___ Extracted information

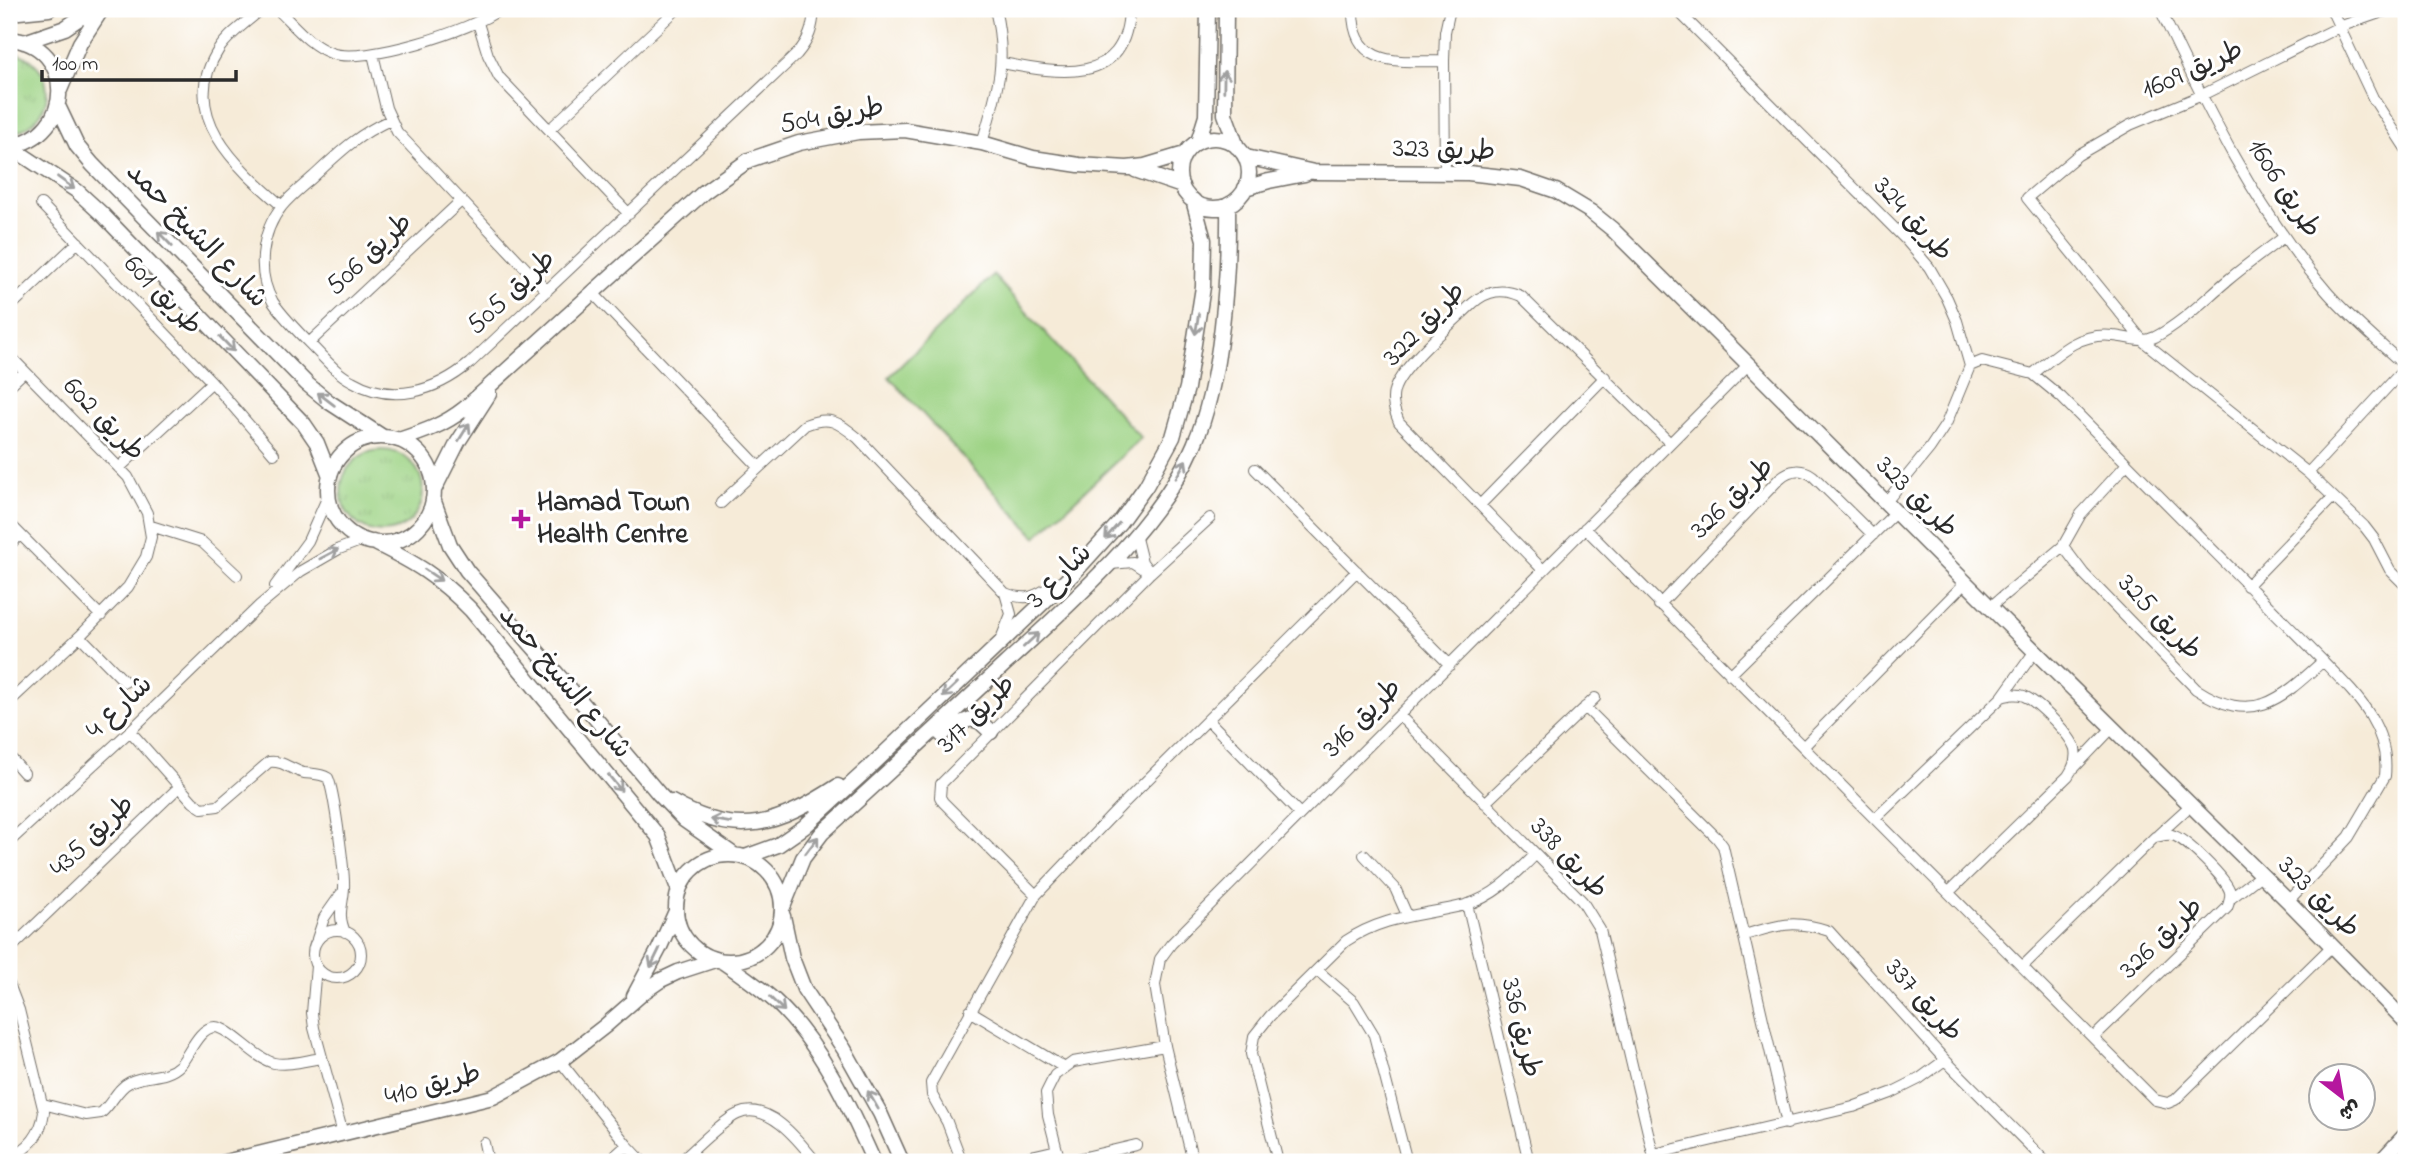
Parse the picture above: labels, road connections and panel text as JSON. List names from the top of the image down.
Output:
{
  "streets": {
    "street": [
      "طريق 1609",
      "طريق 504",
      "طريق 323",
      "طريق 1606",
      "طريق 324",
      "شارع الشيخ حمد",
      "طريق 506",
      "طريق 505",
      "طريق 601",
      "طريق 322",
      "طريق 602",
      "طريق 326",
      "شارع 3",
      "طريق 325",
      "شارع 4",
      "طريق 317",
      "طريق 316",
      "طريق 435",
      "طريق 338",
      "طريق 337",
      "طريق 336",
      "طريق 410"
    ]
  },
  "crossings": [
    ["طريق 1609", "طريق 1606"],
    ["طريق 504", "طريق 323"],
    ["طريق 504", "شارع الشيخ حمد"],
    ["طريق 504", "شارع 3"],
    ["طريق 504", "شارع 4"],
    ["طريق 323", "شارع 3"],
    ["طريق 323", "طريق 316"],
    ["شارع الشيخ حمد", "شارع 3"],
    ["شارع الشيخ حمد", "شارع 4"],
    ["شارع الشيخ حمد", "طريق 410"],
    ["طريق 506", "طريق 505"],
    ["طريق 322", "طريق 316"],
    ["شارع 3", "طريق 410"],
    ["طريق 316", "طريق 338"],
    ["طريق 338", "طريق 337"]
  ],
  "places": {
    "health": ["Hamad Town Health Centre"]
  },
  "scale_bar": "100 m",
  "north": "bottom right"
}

______

> Task brief:
Locate the word "شارع" in the records above, and return each line that has it.

> Written solution:
      "شارع الشيخ حمد",
      "شارع 3",
      "شارع 4",
    ["طريق 504", "شارع الشيخ حمد"],
    ["طريق 504", "شارع 3"],
    ["طريق 504", "شارع 4"],
    ["طريق 323", "شارع 3"],
    ["شارع الشيخ حمد", "شارع 3"],
    ["شارع الشيخ حمد", "شارع 4"],
    ["شارع الشيخ حمد", "طريق 410"],
    ["شارع 3", "طريق 410"],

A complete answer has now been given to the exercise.